Question

if a particle move with velocity v1 for time t2 and v2 for time t2 along a straight line then what is its magnitude of average acceleration?

Answer 1

Answer: The magnitude of the average acceleration is $a = \dfrac{v_{2}-v_{1}}{t_{2}-t_{1}}$

Explanation:

Given that,

Velocity = $v_{1}$

Time = $t_{1}$

Velocity = $v_{2}$

Time = $t_{1}$

We know that,

Change in velocity in time interval = $\dfrac{v_{2}-v_{1}}{t_{2}-t_{1}}$

So, the acceleration is

Average acceleration = total change in velocity / total change in time

$a = \dfrac{v_{2}-v_{1}}{t_{2}-t_{1}}$

Hence, the magnitude of the average acceleration is $a = \dfrac{v_{2}-v_{1}}{t_{2}-t_{1}}$

Answer 2

"Velocity changes from $v_{ 1 }{ \quad to }\quad v_{ 2 }$

Time changes from $t_{ 1 }\quad { to }\quad t_{ 2 }$

We know that,

"Rate of change of velocity" is equal to acceleration.

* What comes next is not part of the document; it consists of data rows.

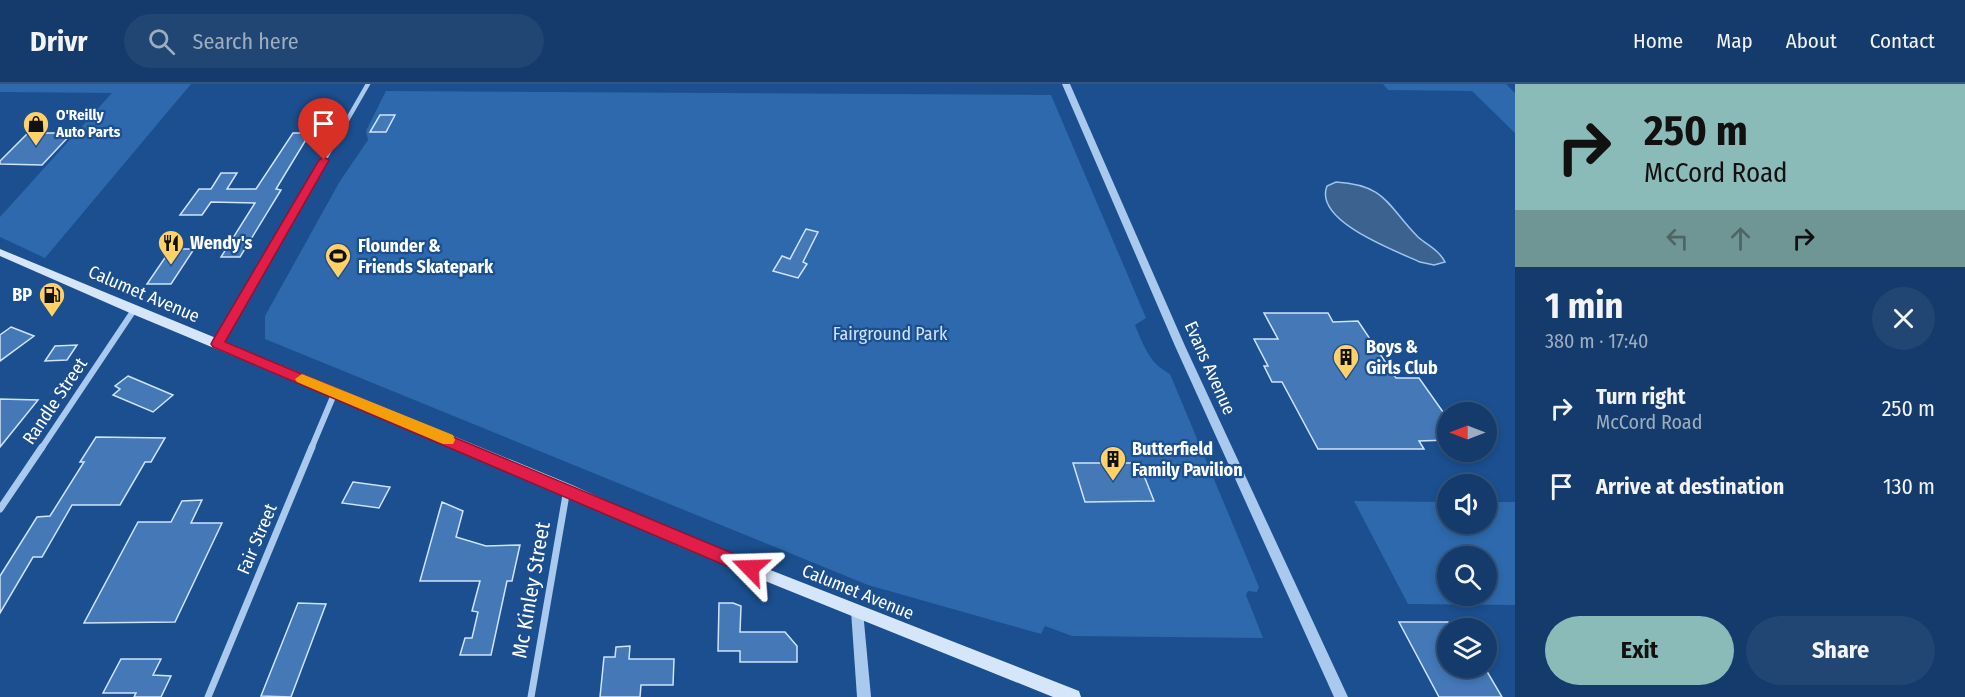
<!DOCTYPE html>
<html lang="en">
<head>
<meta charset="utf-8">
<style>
	body { margin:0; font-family:"Fira Sans Condensed",sans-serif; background:#214673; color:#f1f3f6; height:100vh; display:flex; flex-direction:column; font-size:22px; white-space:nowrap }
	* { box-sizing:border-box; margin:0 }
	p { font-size:20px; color:#9dadc1 }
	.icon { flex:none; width:33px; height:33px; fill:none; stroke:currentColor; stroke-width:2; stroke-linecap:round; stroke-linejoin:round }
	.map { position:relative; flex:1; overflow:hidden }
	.drawer { display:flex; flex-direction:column; background:#143b6b; width:450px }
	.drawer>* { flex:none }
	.top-card { background:#8bbbb9; color:#111; overflow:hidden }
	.needle { width:39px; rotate:270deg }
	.fabs { position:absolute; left:1437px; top:318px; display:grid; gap:12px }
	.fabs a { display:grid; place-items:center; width:60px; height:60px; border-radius:50%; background:#143b6b; box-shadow:0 3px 9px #0003,0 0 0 2px #33557e; font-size:30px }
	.pin { position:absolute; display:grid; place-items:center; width:51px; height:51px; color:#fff; margin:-62px -26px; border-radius:50% 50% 50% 0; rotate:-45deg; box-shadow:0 0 6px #0007 }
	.pin .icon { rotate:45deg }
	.me { position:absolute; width:66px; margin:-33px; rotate:292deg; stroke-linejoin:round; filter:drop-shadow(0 0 4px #0008) }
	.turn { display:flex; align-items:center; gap:21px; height:126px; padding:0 30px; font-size:27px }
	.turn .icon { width:78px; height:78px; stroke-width:2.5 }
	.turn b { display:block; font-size:42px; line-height:51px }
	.lanes { display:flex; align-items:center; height:57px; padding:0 30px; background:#0003; justify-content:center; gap:30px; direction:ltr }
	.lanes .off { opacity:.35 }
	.round { display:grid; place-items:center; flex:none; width:63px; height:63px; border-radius:32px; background:#214673 }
	.overview { display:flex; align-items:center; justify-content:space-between; height:102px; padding:0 30px }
	h1 { font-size:36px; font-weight:700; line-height:45px }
	.cta { display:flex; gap:12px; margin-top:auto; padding:12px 30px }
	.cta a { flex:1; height:69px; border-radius:36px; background:#8bbbb9; color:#111; font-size:24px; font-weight:700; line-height:69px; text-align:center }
	.cta a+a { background:#214673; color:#f1f3f6 }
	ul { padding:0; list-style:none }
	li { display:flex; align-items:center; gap:18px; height:78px; padding:0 30px }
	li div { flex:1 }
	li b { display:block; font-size:22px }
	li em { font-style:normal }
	header { display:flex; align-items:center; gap:36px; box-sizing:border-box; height:84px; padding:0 30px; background:#143b6b; border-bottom:2px solid #33557e }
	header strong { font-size:28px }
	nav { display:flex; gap:33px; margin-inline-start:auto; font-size:21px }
	.search { width:420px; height:54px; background:#214673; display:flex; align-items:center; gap:15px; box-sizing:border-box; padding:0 21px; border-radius:33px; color:#9dadc1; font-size:22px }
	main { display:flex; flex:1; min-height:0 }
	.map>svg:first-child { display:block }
	.green { fill:#2e69ad; fill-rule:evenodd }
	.water { fill:#3c6290; stroke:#9cc4f0; stroke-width:1.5 }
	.building { fill:#4478b7; stroke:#cfe3fa; stroke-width:1.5 }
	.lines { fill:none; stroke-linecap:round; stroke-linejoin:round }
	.minor-far2 { stroke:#a9c9ee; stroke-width:4.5 }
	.minor-far1 { stroke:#a9c9ee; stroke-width:6 }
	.minor { stroke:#a9c9ee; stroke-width:7 }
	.tertiary { fill:#a9c9ee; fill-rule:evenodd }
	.secondary { fill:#d6e6fa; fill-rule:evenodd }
	.route { fill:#e11d48; stroke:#92132f; stroke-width:1.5 }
	.slow { fill:#f59e0b }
	.labels { text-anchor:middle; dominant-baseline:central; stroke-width:4.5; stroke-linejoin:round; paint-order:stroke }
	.far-poi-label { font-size:15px; font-weight:bold; fill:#fff; stroke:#1b4f8f; text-anchor:start }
	.poi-label { font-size:18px; font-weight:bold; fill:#fff; stroke:#1b4f8f; text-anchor:start }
	.street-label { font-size:18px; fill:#fff; stroke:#1b4f8f }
	.park-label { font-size:18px; fill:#cfe3fa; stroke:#1b4f8f }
	.near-street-label { font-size:21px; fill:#fff; stroke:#1b4f8f }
</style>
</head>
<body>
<header>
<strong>Drivr</strong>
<div class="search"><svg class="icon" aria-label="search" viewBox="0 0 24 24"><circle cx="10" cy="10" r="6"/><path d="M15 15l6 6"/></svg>Search here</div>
<nav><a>Home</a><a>Map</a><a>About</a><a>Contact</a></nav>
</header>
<main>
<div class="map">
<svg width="1515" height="613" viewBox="0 0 1515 613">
	<rect width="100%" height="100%" fill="#1b4f8f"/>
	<g class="green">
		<polygon points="0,0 191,0 45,174 0,153 0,133 112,9 0,8"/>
		<polygon points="1383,0 1506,0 1515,9 1515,49 1472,7 1388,6"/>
		<path d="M386,7L1051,11L1146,234L1135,241C1144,262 1149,279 1170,290L1259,503L1257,508L1248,507L1246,511L1263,554L1072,552L1045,542L1041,550L868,501L265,255V232L340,97L368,56L366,47Z"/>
		<path d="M1354,417L1447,418L1448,440H1486L1487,418H1515V521L1408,520ZM1448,472H1486V512H1448Z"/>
	</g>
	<path class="water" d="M1336,98C1387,101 1387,122 1418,153C1427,161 1439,166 1445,178L1434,181L1420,178C1396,167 1313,137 1327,102Z"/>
	<g class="building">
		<polygon points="380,31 395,31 386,48 370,48"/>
		<polygon points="28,49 72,49 42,81 0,80 0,77"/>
		<polygon points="293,49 310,49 276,105 281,106 240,173 221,173 255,119 211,118 202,131 180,131 199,105 211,105 221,89 237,89 227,105 256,105"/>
		<polygon points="806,145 818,148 803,178 807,180 798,194 773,187 782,172 790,175"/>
		<polygon points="171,165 194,165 171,200 147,200"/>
		<polygon points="1264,229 1328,229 1333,238 1358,237 1396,294 1419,294 1448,335 1448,356 1419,357 1424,365 1318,365 1282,298 1272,298 1264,282 1268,282 1254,255 1278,255"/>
		<polygon points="11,243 34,252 0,277 0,251"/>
		<polygon points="77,261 67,276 45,277 55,262"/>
		<polygon points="128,292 173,311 153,328 113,311 120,305 115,302"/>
		<polygon points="0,315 38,316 0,363"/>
		<polygon points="96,353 165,354 151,378 145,378 120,421 72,421 42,473 33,473 0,529 0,492 37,433 50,432 84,378 80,378"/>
		<polygon points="1073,379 1139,379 1154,417 1085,418"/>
		<polygon points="353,398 390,403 379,424 342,419"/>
		<polygon points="202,416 191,439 222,439 175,538 84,539 138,438 171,438 182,417"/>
		<polygon points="442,418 463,427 456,453 486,462 520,461 512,497 507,497 491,571 460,571 465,554 472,554 478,528 472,527 480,497 420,497"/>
		<polygon points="298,519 326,520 291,613 261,612"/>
		<polygon points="719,519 733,519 741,522 740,548 785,548 797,562 797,578 740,578 740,567 718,567"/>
		<polygon points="1399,538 1448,538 1448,584 1485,584 1502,613 1439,613"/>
		<polygon points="630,562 629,575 674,575 673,601 641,601 640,613 600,613 604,573 615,573 616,563"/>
		<polygon points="121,575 161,575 153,591 171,592 161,613 134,613 136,609 103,609"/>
	</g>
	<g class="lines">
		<polyline class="minor-far2" points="274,163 368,0"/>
		<g class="minor-far1">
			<polyline points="218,260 275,162"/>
			<polyline points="41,365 134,226"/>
			<polyline points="311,365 335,308"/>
		</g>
		<g class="minor">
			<polyline points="0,425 42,363"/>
			<polyline points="208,613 312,363"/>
			<polyline points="531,613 567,405"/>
		</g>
		<g class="tertiary">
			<polygon points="1062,0 1070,0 1185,262 1348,613 1334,613 1175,262"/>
			<polygon points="857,521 862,523 863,527 871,613 857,613 851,527 852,523"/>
		</g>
		<polygon class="secondary" points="0,165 572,401 691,455 1079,607 1081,613 1053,613 681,463 562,409 130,229 0,172"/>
	</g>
	<polygon class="route" points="324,73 329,76 225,258 756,479 758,484 756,489 750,492 213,263 211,260 213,256 319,76"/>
	<polygon class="slow" points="302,290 453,351 455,356 453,360 443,360 297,298 295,295"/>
	<defs>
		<g id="shop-pin" transform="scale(1.35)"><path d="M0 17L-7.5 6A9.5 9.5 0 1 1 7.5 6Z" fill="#ffd166" stroke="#1b4f8f"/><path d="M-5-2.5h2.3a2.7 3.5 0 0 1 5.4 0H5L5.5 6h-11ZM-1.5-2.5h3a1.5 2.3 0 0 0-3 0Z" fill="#111"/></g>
		<g id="restaurant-pin" transform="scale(1.35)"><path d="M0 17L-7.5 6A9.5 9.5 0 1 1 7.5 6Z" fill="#ffd166" stroke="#1b4f8f"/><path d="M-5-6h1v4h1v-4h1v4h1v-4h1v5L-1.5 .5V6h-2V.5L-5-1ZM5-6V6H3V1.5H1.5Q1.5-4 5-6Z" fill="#111"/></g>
		<g id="stadium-pin" transform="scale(1.35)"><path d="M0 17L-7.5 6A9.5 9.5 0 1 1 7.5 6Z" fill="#ffd166" stroke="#1b4f8f"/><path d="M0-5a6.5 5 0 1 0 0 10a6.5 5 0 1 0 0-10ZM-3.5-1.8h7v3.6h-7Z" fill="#111"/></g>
		<g id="fuel-pin" transform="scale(1.35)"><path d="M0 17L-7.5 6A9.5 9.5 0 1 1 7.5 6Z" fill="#ffd166" stroke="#1b4f8f"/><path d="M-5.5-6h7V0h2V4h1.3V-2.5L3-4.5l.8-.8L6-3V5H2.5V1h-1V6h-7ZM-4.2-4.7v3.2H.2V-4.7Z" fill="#111"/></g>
		<g id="building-pin" transform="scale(1.35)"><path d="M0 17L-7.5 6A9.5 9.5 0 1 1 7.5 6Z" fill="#ffd166" stroke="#1b4f8f"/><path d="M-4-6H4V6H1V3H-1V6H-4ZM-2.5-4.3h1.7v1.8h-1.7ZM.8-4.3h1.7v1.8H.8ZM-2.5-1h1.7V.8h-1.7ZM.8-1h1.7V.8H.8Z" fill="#111"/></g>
	</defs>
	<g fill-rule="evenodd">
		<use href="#shop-pin" x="36" y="40"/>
		<use href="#restaurant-pin" x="171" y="159"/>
		<use href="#stadium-pin" x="338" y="172"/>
		<use href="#fuel-pin" x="52" y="211"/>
		<use href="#building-pin" x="1346" y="273"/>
		<use href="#building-pin" x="1113" y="375"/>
	</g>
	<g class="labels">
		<g class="far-poi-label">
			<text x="56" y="31">O'Reilly<tspan x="56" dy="17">Auto Parts</tspan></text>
		</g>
		<g class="poi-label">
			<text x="190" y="159">Wendy's</text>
			<text x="358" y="162">Flounder &amp;<tspan x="358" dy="21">Friends Skatepark</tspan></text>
			<text x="32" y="211" text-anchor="end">BP</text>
			<text x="1366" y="263">Boys &amp;<tspan x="1366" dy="21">Girls Club</tspan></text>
			<text x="1132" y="365">Butterfield<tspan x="1132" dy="21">Family Pavilion</tspan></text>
		</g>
		<g class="street-label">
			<text transform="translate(144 210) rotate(23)">Calumet Avenue</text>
			<text transform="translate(1210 284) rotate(66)">Evans Avenue</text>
			<text transform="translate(55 317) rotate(-56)">Randle Street</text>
			<text transform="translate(257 455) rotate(-67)">Fair Street</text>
			<text transform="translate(858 508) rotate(22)">Calumet Avenue</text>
		</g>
		<g class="park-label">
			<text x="890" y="250">Fairground Park</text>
		</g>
		<g class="near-street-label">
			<text transform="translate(531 506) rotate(-80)">Mc Kinley Street</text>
		</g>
	</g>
</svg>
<div class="fabs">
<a><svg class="needle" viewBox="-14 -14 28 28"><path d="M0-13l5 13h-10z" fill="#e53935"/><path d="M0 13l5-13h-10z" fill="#9dadc1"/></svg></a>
<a><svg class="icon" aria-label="sound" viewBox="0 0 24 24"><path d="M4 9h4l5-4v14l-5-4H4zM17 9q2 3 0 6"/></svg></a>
<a><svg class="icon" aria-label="search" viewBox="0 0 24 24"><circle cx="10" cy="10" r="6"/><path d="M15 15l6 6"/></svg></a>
<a><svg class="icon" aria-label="layers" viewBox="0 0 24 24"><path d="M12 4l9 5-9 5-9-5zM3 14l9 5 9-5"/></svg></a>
</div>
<div class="pin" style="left:324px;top:76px;background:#d93025"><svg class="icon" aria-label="arrive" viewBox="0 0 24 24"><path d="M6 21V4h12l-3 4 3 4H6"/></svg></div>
<svg class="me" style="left:750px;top:484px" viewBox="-20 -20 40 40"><path d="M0-17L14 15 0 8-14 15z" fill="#e11d48" stroke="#fff" stroke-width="4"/></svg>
</div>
<section class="drawer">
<div class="top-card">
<div class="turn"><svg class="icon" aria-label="right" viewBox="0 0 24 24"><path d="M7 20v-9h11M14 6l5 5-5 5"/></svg><div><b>250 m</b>McCord Road</div></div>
<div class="lanes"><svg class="icon off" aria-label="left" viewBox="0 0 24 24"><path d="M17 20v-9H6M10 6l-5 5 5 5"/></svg><svg class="icon off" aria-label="ahead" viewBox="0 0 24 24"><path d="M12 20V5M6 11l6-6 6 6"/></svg><svg class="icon" aria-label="right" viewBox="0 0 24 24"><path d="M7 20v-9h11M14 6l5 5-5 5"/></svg></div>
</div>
<div class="overview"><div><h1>1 min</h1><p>380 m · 17:40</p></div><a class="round"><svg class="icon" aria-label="close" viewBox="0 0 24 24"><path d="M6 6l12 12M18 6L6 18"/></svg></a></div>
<ul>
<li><svg class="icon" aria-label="right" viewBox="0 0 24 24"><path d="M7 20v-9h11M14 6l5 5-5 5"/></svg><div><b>Turn right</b><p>McCord Road</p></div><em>250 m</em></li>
<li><svg class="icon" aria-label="arrive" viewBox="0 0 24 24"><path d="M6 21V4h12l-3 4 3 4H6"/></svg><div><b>Arrive at destination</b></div><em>130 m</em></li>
</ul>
<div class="cta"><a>Exit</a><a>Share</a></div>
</section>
</main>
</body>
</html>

Acceleration $=\frac { { "Rate\quad of\quad change\quad of\quad velocity" } }{ { Time\quad taken } }$

Time taken $=t_{2}-t_{1}$

"Rate of change of velocity" $=v_{2}-v_{1}$

Hence, Acceleration $\frac{v_2-v_1}{t_2-t_1}$

Both acceleration and velocity is a "vector quantity" as both the quantities indicates direction and magnitude. When distance is integrated we get velocity, when velocity is integrated we get acceleration."